[[ Exercise inputs open ]]

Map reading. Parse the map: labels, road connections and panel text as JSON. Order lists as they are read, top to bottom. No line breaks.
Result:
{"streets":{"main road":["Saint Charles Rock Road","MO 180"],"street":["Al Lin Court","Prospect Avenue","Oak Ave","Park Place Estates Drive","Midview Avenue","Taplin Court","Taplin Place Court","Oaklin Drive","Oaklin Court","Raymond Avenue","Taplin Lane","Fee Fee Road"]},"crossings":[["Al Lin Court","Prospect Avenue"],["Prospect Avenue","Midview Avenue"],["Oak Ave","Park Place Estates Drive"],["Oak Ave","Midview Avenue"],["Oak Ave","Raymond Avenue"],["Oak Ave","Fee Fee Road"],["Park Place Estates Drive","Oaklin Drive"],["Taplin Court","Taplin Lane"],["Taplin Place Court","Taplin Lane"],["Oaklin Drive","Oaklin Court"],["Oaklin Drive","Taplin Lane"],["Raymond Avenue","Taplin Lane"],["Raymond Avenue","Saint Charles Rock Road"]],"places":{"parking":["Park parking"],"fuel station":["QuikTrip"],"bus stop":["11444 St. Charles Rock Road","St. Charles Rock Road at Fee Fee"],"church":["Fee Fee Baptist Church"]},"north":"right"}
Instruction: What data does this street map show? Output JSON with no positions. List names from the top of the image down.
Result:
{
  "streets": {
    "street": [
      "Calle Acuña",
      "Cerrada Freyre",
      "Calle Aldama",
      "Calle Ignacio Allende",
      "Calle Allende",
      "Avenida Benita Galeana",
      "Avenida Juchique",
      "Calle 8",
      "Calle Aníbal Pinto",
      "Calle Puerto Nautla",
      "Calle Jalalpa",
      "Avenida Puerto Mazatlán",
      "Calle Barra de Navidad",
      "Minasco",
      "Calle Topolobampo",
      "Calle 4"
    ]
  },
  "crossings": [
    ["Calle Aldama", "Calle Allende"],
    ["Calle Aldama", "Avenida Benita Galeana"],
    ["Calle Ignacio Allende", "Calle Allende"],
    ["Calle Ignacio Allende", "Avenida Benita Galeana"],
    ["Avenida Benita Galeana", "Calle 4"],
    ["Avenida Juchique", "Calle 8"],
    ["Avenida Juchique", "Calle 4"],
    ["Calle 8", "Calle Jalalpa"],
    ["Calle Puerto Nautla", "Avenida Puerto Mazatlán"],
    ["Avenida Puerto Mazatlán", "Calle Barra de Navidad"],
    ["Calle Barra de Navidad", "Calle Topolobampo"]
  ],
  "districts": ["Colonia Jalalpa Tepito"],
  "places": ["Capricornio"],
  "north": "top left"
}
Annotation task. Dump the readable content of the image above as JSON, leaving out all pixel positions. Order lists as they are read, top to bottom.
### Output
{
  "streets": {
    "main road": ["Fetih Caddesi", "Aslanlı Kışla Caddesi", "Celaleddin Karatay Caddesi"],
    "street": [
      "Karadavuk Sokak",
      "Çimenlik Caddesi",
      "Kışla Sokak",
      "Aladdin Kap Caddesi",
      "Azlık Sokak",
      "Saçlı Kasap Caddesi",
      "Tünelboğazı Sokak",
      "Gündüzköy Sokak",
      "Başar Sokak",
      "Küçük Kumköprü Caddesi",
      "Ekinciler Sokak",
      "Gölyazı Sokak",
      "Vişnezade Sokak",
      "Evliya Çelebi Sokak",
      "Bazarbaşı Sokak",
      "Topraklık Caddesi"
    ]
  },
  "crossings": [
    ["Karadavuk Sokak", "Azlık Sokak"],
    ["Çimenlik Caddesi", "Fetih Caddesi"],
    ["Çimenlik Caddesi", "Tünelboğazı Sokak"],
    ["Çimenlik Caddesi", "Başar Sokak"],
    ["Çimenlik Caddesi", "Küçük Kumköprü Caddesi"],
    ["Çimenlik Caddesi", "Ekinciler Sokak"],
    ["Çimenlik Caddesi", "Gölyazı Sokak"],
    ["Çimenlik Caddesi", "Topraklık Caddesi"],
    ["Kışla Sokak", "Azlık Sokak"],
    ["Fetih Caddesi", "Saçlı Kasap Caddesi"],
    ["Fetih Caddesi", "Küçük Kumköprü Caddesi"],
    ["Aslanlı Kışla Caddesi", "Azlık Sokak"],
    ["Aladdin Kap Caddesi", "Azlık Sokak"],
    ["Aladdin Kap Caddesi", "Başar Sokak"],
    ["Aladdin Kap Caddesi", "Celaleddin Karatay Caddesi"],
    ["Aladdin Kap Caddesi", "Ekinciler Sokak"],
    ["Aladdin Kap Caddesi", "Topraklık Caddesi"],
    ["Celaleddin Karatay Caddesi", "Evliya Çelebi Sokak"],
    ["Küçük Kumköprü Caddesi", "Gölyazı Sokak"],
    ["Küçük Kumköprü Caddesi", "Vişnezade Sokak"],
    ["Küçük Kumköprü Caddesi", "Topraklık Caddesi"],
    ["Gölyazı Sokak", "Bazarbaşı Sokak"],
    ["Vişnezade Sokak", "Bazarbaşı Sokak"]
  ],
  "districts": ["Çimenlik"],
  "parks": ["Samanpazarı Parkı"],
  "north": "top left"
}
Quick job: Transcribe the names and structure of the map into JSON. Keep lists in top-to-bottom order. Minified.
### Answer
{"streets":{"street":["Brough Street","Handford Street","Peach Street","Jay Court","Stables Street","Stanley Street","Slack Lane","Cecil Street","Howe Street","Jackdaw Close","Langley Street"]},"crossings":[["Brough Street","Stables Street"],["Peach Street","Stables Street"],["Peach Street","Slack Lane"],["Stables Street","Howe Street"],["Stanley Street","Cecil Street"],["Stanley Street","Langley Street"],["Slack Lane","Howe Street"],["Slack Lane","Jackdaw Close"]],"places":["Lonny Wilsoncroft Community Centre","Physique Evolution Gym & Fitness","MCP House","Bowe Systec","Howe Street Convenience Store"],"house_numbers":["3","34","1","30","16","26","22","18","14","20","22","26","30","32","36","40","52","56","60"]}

[[ Exercise inputs closed ]]

Return the data in its entirety, exactly as given.

Map reading. Parse the map: labels, road connections and panel text as JSON. Order lists as they are read, top to bottom. No line breaks.
Result:
{"streets":{"main road":["Saint Charles Rock Road","MO 180"],"street":["Al Lin Court","Prospect Avenue","Oak Ave","Park Place Estates Drive","Midview Avenue","Taplin Court","Taplin Place Court","Oaklin Drive","Oaklin Court","Raymond Avenue","Taplin Lane","Fee Fee Road"]},"crossings":[["Al Lin Court","Prospect Avenue"],["Prospect Avenue","Midview Avenue"],["Oak Ave","Park Place Estates Drive"],["Oak Ave","Midview Avenue"],["Oak Ave","Raymond Avenue"],["Oak Ave","Fee Fee Road"],["Park Place Estates Drive","Oaklin Drive"],["Taplin Court","Taplin Lane"],["Taplin Place Court","Taplin Lane"],["Oaklin Drive","Oaklin Court"],["Oaklin Drive","Taplin Lane"],["Raymond Avenue","Taplin Lane"],["Raymond Avenue","Saint Charles Rock Road"]],"places":{"parking":["Park parking"],"fuel station":["QuikTrip"],"bus stop":["11444 St. Charles Rock Road","St. Charles Rock Road at Fee Fee"],"church":["Fee Fee Baptist Church"]},"north":"right"}
Instruction: What data does this street map show? Output JSON with no positions. List names from the top of the image down.
Result:
{
  "streets": {
    "street": [
      "Calle Acuña",
      "Cerrada Freyre",
      "Calle Aldama",
      "Calle Ignacio Allende",
      "Calle Allende",
      "Avenida Benita Galeana",
      "Avenida Juchique",
      "Calle 8",
      "Calle Aníbal Pinto",
      "Calle Puerto Nautla",
      "Calle Jalalpa",
      "Avenida Puerto Mazatlán",
      "Calle Barra de Navidad",
      "Minasco",
      "Calle Topolobampo",
      "Calle 4"
    ]
  },
  "crossings": [
    ["Calle Aldama", "Calle Allende"],
    ["Calle Aldama", "Avenida Benita Galeana"],
    ["Calle Ignacio Allende", "Calle Allende"],
    ["Calle Ignacio Allende", "Avenida Benita Galeana"],
    ["Avenida Benita Galeana", "Calle 4"],
    ["Avenida Juchique", "Calle 8"],
    ["Avenida Juchique", "Calle 4"],
    ["Calle 8", "Calle Jalalpa"],
    ["Calle Puerto Nautla", "Avenida Puerto Mazatlán"],
    ["Avenida Puerto Mazatlán", "Calle Barra de Navidad"],
    ["Calle Barra de Navidad", "Calle Topolobampo"]
  ],
  "districts": ["Colonia Jalalpa Tepito"],
  "places": ["Capricornio"],
  "north": "top left"
}
Annotation task. Dump the readable content of the image above as JSON, leaving out all pixel positions. Order lists as they are read, top to bottom.
### Output
{
  "streets": {
    "main road": ["Fetih Caddesi", "Aslanlı Kışla Caddesi", "Celaleddin Karatay Caddesi"],
    "street": [
      "Karadavuk Sokak",
      "Çimenlik Caddesi",
      "Kışla Sokak",
      "Aladdin Kap Caddesi",
      "Azlık Sokak",
      "Saçlı Kasap Caddesi",
      "Tünelboğazı Sokak",
      "Gündüzköy Sokak",
      "Başar Sokak",
      "Küçük Kumköprü Caddesi",
      "Ekinciler Sokak",
      "Gölyazı Sokak",
      "Vişnezade Sokak",
      "Evliya Çelebi Sokak",
      "Bazarbaşı Sokak",
      "Topraklık Caddesi"
    ]
  },
  "crossings": [
    ["Karadavuk Sokak", "Azlık Sokak"],
    ["Çimenlik Caddesi", "Fetih Caddesi"],
    ["Çimenlik Caddesi", "Tünelboğazı Sokak"],
    ["Çimenlik Caddesi", "Başar Sokak"],
    ["Çimenlik Caddesi", "Küçük Kumköprü Caddesi"],
    ["Çimenlik Caddesi", "Ekinciler Sokak"],
    ["Çimenlik Caddesi", "Gölyazı Sokak"],
    ["Çimenlik Caddesi", "Topraklık Caddesi"],
    ["Kışla Sokak", "Azlık Sokak"],
    ["Fetih Caddesi", "Saçlı Kasap Caddesi"],
    ["Fetih Caddesi", "Küçük Kumköprü Caddesi"],
    ["Aslanlı Kışla Caddesi", "Azlık Sokak"],
    ["Aladdin Kap Caddesi", "Azlık Sokak"],
    ["Aladdin Kap Caddesi", "Başar Sokak"],
    ["Aladdin Kap Caddesi", "Celaleddin Karatay Caddesi"],
    ["Aladdin Kap Caddesi", "Ekinciler Sokak"],
    ["Aladdin Kap Caddesi", "Topraklık Caddesi"],
    ["Celaleddin Karatay Caddesi", "Evliya Çelebi Sokak"],
    ["Küçük Kumköprü Caddesi", "Gölyazı Sokak"],
    ["Küçük Kumköprü Caddesi", "Vişnezade Sokak"],
    ["Küçük Kumköprü Caddesi", "Topraklık Caddesi"],
    ["Gölyazı Sokak", "Bazarbaşı Sokak"],
    ["Vişnezade Sokak", "Bazarbaşı Sokak"]
  ],
  "districts": ["Çimenlik"],
  "parks": ["Samanpazarı Parkı"],
  "north": "top left"
}
Quick job: Transcribe the names and structure of the map into JSON. Keep lists in top-to-bottom order. Minified.
### Answer
{"streets":{"street":["Brough Street","Handford Street","Peach Street","Jay Court","Stables Street","Stanley Street","Slack Lane","Cecil Street","Howe Street","Jackdaw Close","Langley Street"]},"crossings":[["Brough Street","Stables Street"],["Peach Street","Stables Street"],["Peach Street","Slack Lane"],["Stables Street","Howe Street"],["Stanley Street","Cecil Street"],["Stanley Street","Langley Street"],["Slack Lane","Howe Street"],["Slack Lane","Jackdaw Close"]],"places":["Lonny Wilsoncroft Community Centre","Physique Evolution Gym & Fitness","MCP House","Bowe Systec","Howe Street Convenience Store"],"house_numbers":["3","34","1","30","16","26","22","18","14","20","22","26","30","32","36","40","52","56","60"]}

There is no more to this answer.